The other the­ory is that it could be a rit­ual site for the Iron Age peo­ple or Celts, as the top of the hill was ar­ti­fi­cially flat­tened by them to sit and per­form a rit­ual by fire- light­ing. Sci­en­tists the­o­ries that the Dragon’s Hill was formed by the melt­ing wa­ters of the Ice Age!


Bid­ding farewell to the in­trigu­ing White Horse we walked on to­wards the dis­tant car park turn­ing back sev­eral times to catch the last few glimpses of the un­ex­plain­able White Horse. This was a dif­fer­ent route than the one we came by ear­lier. We soon reached the next des­ti­na­tion in­di­cated our map- the his­toric, sole Thorn tree with acres of only grass­land around. I could vi­su­al­ize the two mighty armies gath­ered around this sole Thorn tree in the end of the 800’s AD for the fierce Bat­tle of Ash­down- English monarch King Al­fred the Great against the in­vad­ing Danes who got pushed back!


Walk­ing away from the Tree we tried to look at the White Horse again be­hind us and stepped on a Ne­olithic Burial Mound which had no sig­nage ex­cept be­ing marked on the map. It was fas­ci­nat­ing to discover a 6000 year old ceme­tery where ex­ca­va­tions have re­vealed skele­tons with coins in their mouth. The tra­di­tion was fol­lowed from a be­lief that the dead had to pay a coin to cross the ‘river to the next life.’ I thought that it was so sim­i­lar to In­dian be­lief of ‘cross­ing a river’ af­ter death!


I re­called read­ing that the White Horse is be­ing used as an Em­blem by a Coun­cil, School and Col­lege be­sides oth­ers. It finds place in English nov­els since the year 1859, epic po­ems, BBC Tele­vi­sion se­ri­als mu­sic al­bums and songs as well.

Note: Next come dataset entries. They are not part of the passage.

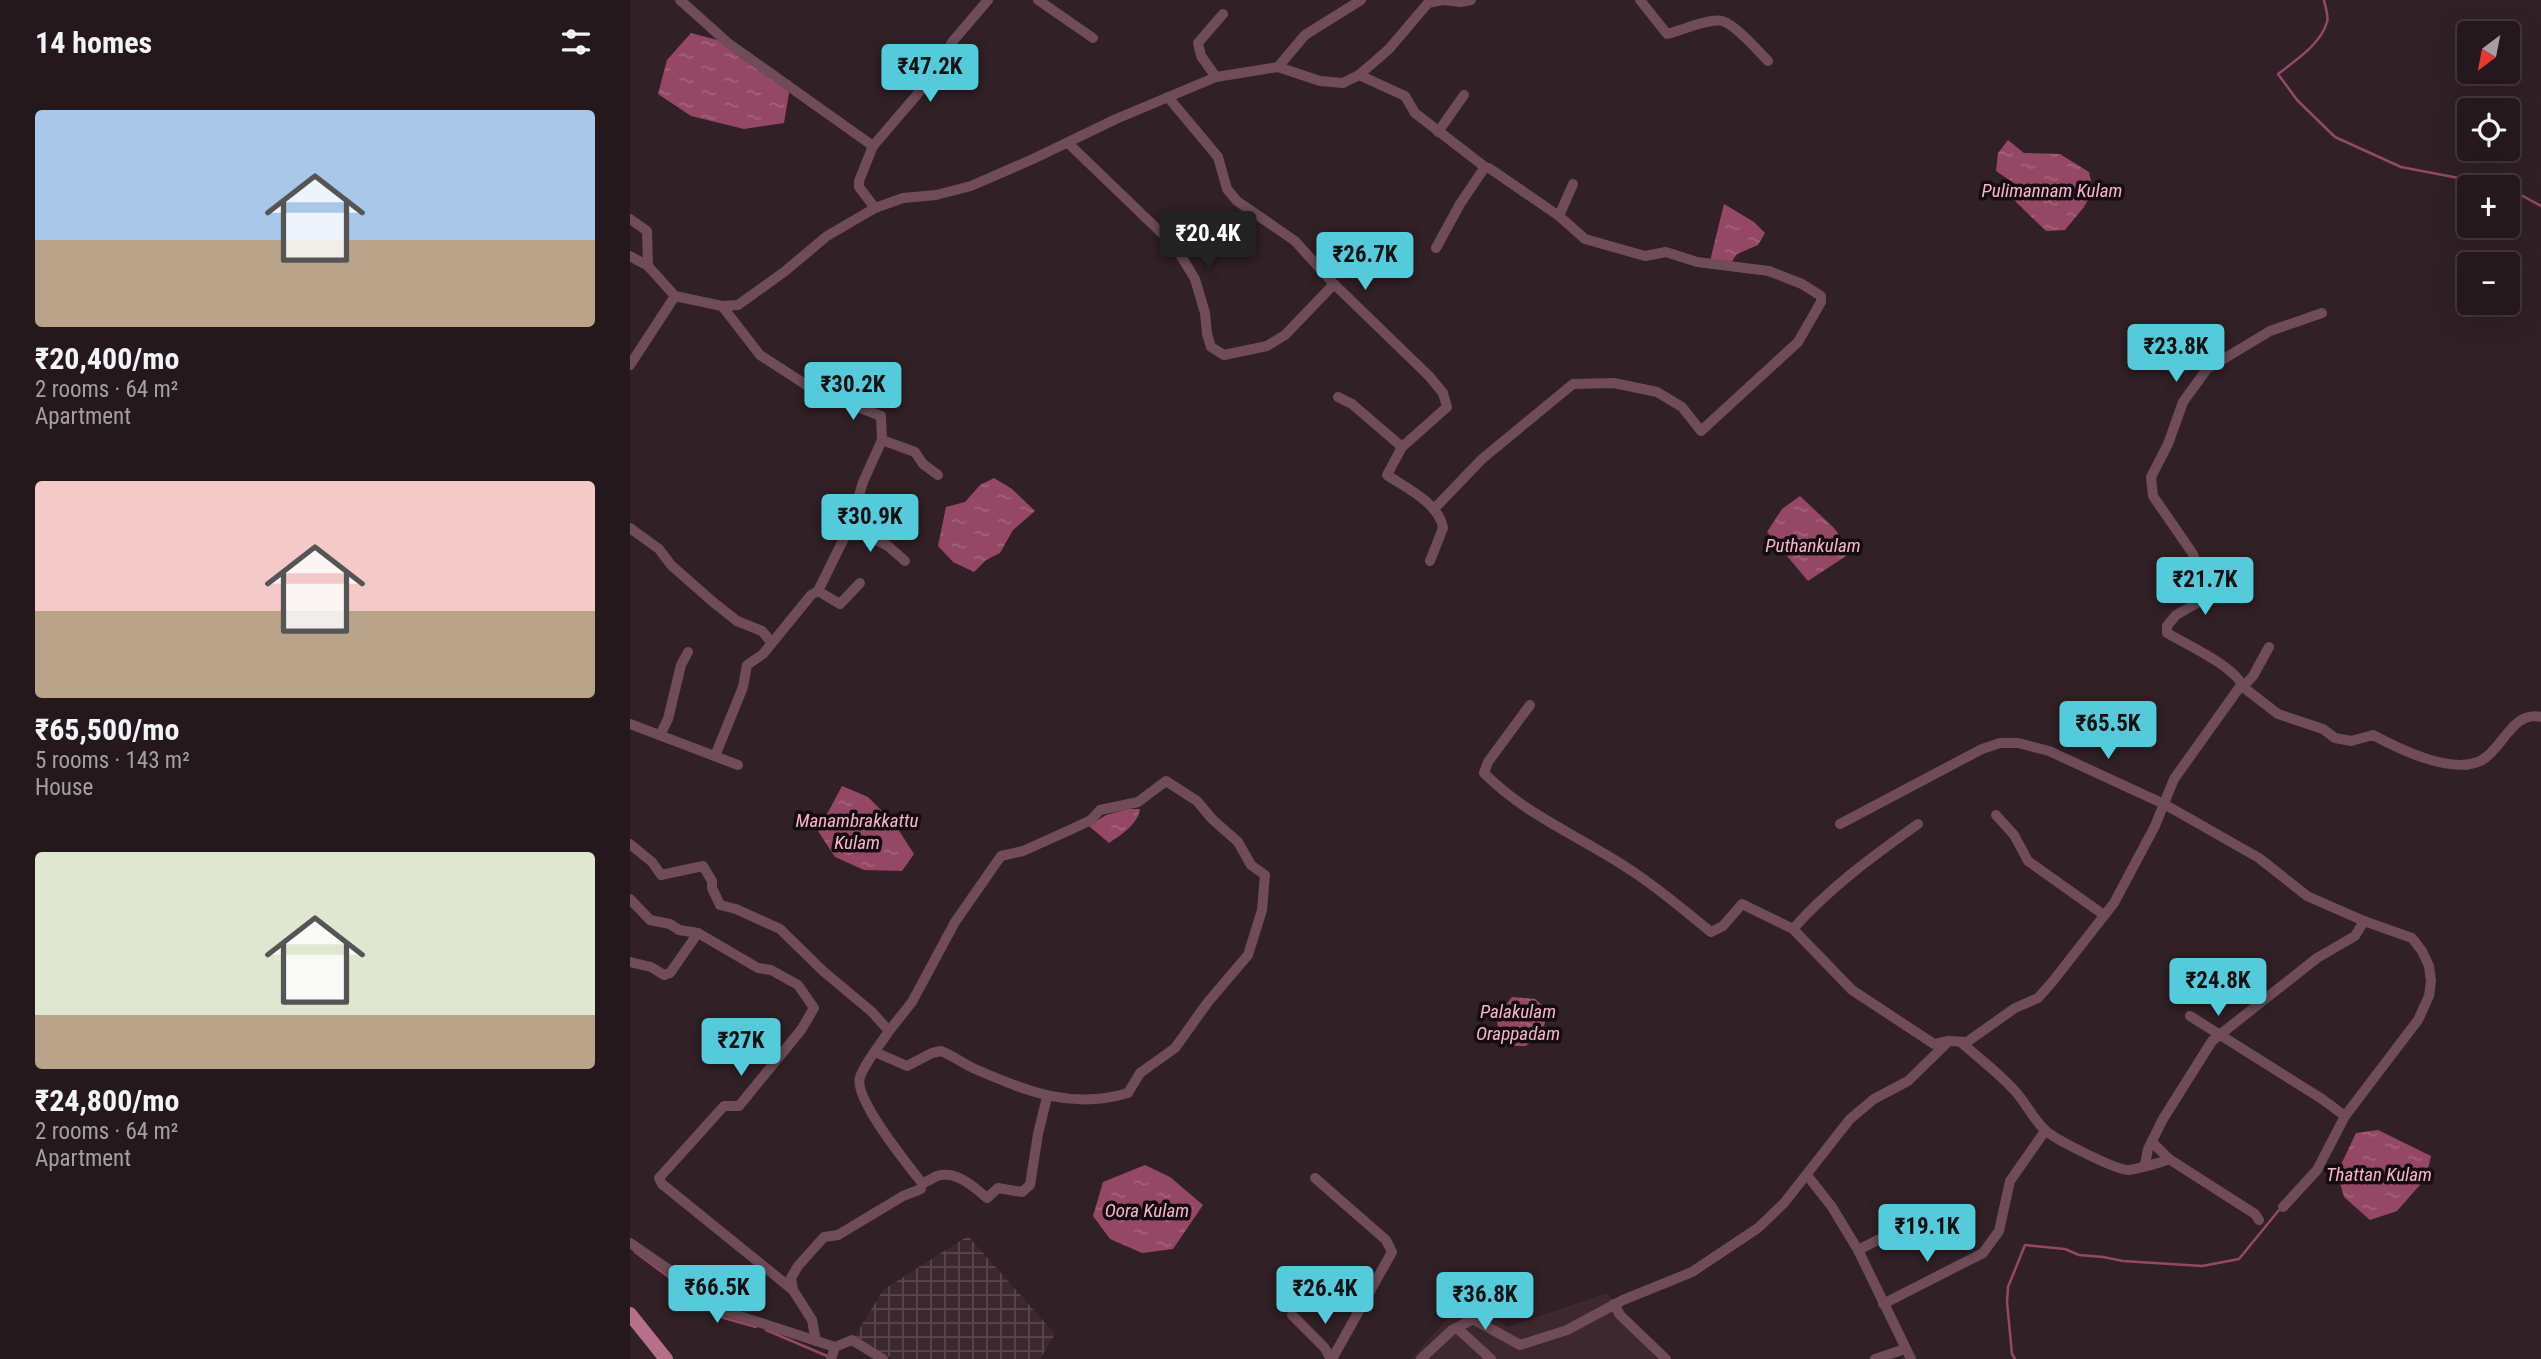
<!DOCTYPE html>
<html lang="en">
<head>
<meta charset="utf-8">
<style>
  :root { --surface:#25181c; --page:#312529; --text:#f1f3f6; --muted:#a3a0a3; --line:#42373b; --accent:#53cbdb }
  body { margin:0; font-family:"Roboto Condensed",sans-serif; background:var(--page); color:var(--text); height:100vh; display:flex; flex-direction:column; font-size:26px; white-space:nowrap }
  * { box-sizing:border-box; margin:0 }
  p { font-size:23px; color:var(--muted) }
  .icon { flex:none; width:38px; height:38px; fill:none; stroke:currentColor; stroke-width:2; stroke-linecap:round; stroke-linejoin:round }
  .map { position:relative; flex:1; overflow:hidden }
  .details { display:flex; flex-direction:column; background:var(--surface); width:630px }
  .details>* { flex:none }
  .needle { width:46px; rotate:212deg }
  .controls { position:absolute; left:1827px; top:21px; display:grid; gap:14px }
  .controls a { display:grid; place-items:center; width:63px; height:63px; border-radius:7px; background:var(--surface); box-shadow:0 7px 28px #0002,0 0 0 2px var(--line); font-size:35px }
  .price { position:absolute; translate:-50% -60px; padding:0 16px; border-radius:7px; background:var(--accent); color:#111; font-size:23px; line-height:46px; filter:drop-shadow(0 2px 4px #0008) }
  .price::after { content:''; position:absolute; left:50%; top:42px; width:21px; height:16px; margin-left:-10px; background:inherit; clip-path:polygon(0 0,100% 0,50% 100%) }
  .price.on { background:#222; color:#fff }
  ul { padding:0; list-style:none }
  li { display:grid; align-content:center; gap:14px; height:371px; padding:0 35px }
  li span { display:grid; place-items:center; height:217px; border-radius:7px; color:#555 }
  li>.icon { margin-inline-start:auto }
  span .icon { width:126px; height:126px; fill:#fffc; stroke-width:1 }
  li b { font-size:30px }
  h2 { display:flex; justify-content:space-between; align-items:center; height:84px; padding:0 35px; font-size:30px }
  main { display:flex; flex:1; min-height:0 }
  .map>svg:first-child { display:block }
  .built { fill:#3e2830 }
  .industrial { fill:url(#industrial-grid) }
  .water { fill:url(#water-ripples) }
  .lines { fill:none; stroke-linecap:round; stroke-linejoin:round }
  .stream { stroke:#954865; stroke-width:2.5 }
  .minor { stroke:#6f4c58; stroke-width:10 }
  .major { stroke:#b67089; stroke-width:14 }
  .labels { text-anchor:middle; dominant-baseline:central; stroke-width:7; stroke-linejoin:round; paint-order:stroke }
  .water-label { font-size:19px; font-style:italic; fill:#f8b4ca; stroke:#140c0f }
</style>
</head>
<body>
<main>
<section class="details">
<h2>14 homes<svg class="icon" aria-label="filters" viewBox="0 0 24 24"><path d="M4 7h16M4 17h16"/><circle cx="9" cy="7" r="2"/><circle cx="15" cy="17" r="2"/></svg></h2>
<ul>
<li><span style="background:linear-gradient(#a9c7e8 60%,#b9a48a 0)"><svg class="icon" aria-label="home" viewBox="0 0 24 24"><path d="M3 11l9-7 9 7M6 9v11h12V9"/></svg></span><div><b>₹20,400/mo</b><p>2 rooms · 64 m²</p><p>Apartment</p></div></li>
<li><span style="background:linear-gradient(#f6c9c9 60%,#b9a48a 0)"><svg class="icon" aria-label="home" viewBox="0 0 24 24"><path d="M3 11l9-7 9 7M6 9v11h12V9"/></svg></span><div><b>₹65,500/mo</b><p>5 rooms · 143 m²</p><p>House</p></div></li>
<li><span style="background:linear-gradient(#dfe7d0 75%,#b9a48a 0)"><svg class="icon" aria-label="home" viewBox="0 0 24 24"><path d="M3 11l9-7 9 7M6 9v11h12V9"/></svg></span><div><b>₹24,800/mo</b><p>2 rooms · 64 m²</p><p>Apartment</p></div></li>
</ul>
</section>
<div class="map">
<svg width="1911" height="1359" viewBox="0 0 1911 1359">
  <defs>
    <pattern id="industrial-grid" width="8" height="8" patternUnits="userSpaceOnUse" patternTransform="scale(1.75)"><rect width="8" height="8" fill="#3e2830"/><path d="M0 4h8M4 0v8" fill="none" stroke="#5a464d"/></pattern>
    <pattern id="water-ripples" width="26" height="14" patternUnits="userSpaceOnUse" patternTransform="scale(1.75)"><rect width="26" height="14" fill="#954865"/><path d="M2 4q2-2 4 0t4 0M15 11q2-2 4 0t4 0" fill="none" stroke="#a4627a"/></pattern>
  </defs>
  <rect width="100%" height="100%" fill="#312026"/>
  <!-- built -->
  <path class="built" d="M 977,1293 L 1027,1359 L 781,1359 L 834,1300 L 877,1327 Z"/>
  <!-- industrial -->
  <path class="industrial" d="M 338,1236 L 425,1334 L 410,1359 L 263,1359 L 225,1336 L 253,1290 Z"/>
  <!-- water -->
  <g class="water">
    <path d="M 61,33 L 95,42 L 129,66 L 161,81 L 154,123 L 114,129 L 61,116 L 28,94 L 37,60 Z"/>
    <path d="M 1378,140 L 1394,153 L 1430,154 L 1459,172 L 1463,191 L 1454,207 L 1435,230 L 1416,231 L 1384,200 L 1384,183 L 1366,171 L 1368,153 Z"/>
    <path d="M 1094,204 L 1124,222 L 1135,233 L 1128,245 L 1107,254 L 1100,264 L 1080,261 Z"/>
    <path d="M 364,478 L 382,489 L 405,511 L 383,530 L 370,553 L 356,560 L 344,572 L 323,562 L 308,546 L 316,507 L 335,502 L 350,485 Z"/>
    <path d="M 1170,496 L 1204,528 L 1222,552 L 1178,581 L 1137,532 L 1152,509 Z"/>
    <path d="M 212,786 L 238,797 L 264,823 L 284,854 L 272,871 L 234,870 L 205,857 L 188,831 Z"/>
    <path d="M 498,809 L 510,809 C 508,824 491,835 479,843 L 459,826 L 476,815 Z"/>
    <path d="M 882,997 L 905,999 L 918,1010 L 914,1026 L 896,1046 L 884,1046 L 868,1034 L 867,1016 Z"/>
    <path d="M 1748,1130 L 1801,1156 L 1796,1178 L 1767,1211 L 1740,1220 L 1714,1197 L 1707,1173 L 1726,1133 Z"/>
    <path d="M 515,1165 L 540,1177 L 573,1205 L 543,1249 L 512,1253 L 480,1239 L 463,1216 L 473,1182 Z"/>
  </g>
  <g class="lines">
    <!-- stream -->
    <g class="stream">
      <path d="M 1694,0 C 1695,6 1699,16 1697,22 C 1691,44 1665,61 1648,74 L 1667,100 L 1705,137 L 1771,167 L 1876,187"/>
      <path d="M 1878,188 L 1911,206"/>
      <path d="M 5,1252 L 94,1318 L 126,1327"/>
      <path d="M 136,1330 L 197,1356"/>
      <path d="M 1385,1359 L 1382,1354 L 1377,1302 L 1378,1287 L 1395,1245 L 1435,1249 L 1449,1255 L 1473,1257 L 1493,1261 L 1572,1266 L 1609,1259 L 1649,1210"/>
    </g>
    <!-- minor -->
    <g class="minor">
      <path d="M 50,0 L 98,43 L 243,146"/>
      <path d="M 408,0 L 463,38"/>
      <path d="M 1010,0 L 1037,34 C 1050,31 1079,18 1092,21 C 1105,24 1128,51 1138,61"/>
      <path d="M 648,67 L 675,35 L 731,0"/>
      <path d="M 729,75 L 775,96 L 785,113 L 855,167 L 830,204 L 806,248"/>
      <path d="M 586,77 L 571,56 L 568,43 L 593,14"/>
      <path d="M 538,97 L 588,157 L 597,189 L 607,201 L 665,241 L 704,284 L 799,376 L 813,393 L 817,407 L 772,447 L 757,475 C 776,488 809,503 813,528 L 800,561"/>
      <path d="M 808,132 L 834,95"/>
      <path d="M 438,143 L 545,246 L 565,279 L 575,313 L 577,334 L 581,347 L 594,355 L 637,346 L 655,335 L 704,284"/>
      <path d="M 245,208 L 229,187 L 229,181 L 243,146 L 291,90 L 323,41 L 358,0"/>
      <path d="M 929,216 L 943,184"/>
      <path d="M 0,219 L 17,231 L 18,266 L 45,296"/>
      <path d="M 0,256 L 18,266"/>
      <path d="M 92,306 L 130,355 L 184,390 L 251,416 L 252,440 L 233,482 L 220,526 L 188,591"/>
      <path d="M 0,365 L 45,296 L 92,306 L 108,305 L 154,272 L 197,236 L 245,208 L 273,198 L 306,195 L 341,186 L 403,159 L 486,119 L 586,77 L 648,67 L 690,81 L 713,83 L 729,75 L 759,49 L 798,3 L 812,0 L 831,2 L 841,0"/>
      <path d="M 708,397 L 722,404 L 772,447"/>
      <path d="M 252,440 L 285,452 L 293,464 L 308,475"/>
      <path d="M 804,509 L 852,459 L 943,384 L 984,383 L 1027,392 L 1052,407 L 1071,431 L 1168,342 L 1191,302 L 1191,296 L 1172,284 L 1139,271 L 1067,262 L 1036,252 L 1015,256 L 955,239 L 929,216 L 859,168"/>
      <path d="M 220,526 L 258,546 L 275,561"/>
      <path d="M 0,528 L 29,549 L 41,565 L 83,602 L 107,621 L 132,631 L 141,642"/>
      <path d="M 1639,647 L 1623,676 L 1613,687 C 1606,667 1556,644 1537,633 L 1537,626 L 1546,615 L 1569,602 L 1572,582 L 1563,554 L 1523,496 L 1521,477 L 1538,444 L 1553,402 L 1577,369 L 1640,331 L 1692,313"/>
      <path d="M 900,705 L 858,762 L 854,773 C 896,816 956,839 1005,873 C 1032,891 1056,912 1081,932 L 1093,926 L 1112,904 L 1163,929 L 1222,990 L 1304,1044 L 1317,1041"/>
      <path d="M 0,724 L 108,765"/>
      <path d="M 30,735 L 38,719 L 51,665 L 58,652"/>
      <path d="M 85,756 L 113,687 L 117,665 L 133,654 L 181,595 L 188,591 L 210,604 L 230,583"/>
      <path d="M 1366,815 L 1384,835 L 1398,861 L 1474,915"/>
      <path d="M 1210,824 L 1352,749 L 1370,743 L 1388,743 L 1419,751 L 1534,804 L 1629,858 L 1677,896 L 1734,921 L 1782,938 L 1792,951 L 1799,966 L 1801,981 L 1799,996 L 1788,1020 L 1715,1116 L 1687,1170 L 1653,1207"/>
      <path d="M 0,844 L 22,862 L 31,875 L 73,866 L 82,881 L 82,888 L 90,905 L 106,909 L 150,929 L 193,971 L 242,1012 L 259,1031 C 250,1045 236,1061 230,1077 C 223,1098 278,1165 292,1183 L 291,1189 L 273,1196 L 208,1235 L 194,1237 L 168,1266 L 161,1278 L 163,1290 L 182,1320 L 186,1341"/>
      <path d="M 0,899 L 20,920 L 40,924 L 49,930 L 68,933 L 128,968 L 141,970 L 168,985 L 184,1008 L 171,1030 L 109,1106 L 94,1106 L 29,1178 L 32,1184 L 163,1290"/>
      <path d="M 1163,929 C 1199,888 1243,856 1288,824"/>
      <path d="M 0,962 L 21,967 L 34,975 L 40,973 L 68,933"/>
      <path d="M 1560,1016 L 1692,1099 L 1715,1116"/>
      <path d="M 1337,1042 L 1333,1044 C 1350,1059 1370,1074 1385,1091 C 1396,1103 1403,1119 1415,1130 C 1424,1139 1486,1170 1498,1170 C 1503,1170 1534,1162 1539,1159"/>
      <path d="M 245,1052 L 277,1066 L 302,1053 L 311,1051 C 324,1056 333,1064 345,1069 C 397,1091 440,1110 498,1093 L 510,1073 L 545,1048 L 578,1002 L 618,955 L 632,910 L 635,875 L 621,865 L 608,842 L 582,819 L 567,801 L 536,781 L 508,802 L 470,810 L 461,820 L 442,829 L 393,851 L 371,856 L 325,922 L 282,1002 L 259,1031"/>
      <path d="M 1522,1142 L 1539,1159 L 1625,1214 L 1629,1220"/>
      <path d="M 1515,1164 L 1518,1149 L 1533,1119 L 1582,1041 L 1687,958 L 1725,936 L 1734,921"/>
      <path d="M 1177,1175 L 1202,1207 L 1228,1250 L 1281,1359"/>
      <path d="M 685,1178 L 756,1240 L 762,1252 L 702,1359"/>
      <path d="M 292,1183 C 298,1182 302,1178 307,1176 C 326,1170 344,1187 357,1198 L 368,1188 L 392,1192 L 400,1185 L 408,1134 L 417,1097"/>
      <path d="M 0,1243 L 57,1282 L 94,1311 L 205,1347"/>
      <path d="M 1228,1250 L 1309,1209"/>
      <path d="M 984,1304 L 990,1315 L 1036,1359"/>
      <path d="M 1253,1304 L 1353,1253 L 1369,1231 L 1380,1181 L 1415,1131"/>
      <path d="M 662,1315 L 694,1347 L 701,1359"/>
      <path d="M 827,1328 L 861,1359"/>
      <path d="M 201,1359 L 205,1347 L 222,1340 L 253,1359"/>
      <path d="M 791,1359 L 822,1330 L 843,1319 L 890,1345 L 937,1330 L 993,1300 L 1062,1272 L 1128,1228 L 1154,1203 L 1220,1119 L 1244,1099 L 1278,1081 L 1319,1041 L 1337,1042 L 1385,1008 L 1408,998 L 1423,981 L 1484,903 L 1525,826 L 1544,779 L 1609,688 L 1613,687 L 1648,714 L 1693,729 L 1705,738 L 1721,741 L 1743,735 C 1769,749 1823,776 1852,760 C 1873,748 1883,710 1911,717"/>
      <path d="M 1245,1359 L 1275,1349"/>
    </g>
    <!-- major -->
    <path class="major" d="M 0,1314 L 36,1359"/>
  </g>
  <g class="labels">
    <!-- water labels -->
    <g class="water-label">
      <text x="1422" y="190">Pulimannam Kulam</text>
      <text x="1183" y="545">Puthankulam</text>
      <text x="227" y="820">Manambrakkattu<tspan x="227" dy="22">Kulam</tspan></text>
      <text x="888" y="1011">Palakulam<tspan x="888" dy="22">Orappadam</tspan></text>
      <text x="1749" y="1174">Thattan Kulam</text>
      <text x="517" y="1210">Oora Kulam</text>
    </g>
  </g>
</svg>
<div class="controls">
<a><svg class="needle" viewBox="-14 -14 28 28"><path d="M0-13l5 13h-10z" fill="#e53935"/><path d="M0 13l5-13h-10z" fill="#a3a0a3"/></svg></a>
<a><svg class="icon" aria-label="locate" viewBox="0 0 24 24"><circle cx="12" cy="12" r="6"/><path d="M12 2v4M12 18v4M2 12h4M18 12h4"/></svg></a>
<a>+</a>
<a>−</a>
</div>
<b class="price" style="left:300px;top:104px">₹47.2K</b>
<b class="price on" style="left:578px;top:271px">₹20.4K</b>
<b class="price" style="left:735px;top:292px">₹26.7K</b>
<b class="price" style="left:1546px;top:384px">₹23.8K</b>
<b class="price" style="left:223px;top:422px">₹30.2K</b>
<b class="price" style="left:240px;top:554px">₹30.9K</b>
<b class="price" style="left:1575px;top:617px">₹21.7K</b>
<b class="price" style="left:1478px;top:761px">₹65.5K</b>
<b class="price" style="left:1588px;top:1018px">₹24.8K</b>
<b class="price" style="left:111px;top:1078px">₹27K</b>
<b class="price" style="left:1297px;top:1264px">₹19.1K</b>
<b class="price" style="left:87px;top:1325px">₹66.5K</b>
<b class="price" style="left:695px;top:1326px">₹26.4K</b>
<b class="price" style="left:855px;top:1332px">₹36.8K</b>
</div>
</main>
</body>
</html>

We met no other vis­i­tors ex­cept those few peo­ple ex­er­cis­ing their dogs. Come sum­mer and the hills would be alive with vis­i­tors, chil­dren, kite- fly­ers, par glid­ers, birds watch­ers, trekkers- their num­ber touch­ing 200,000 per year, all in the hope of un­veil­ing the un­fath­omable White Horse Hill!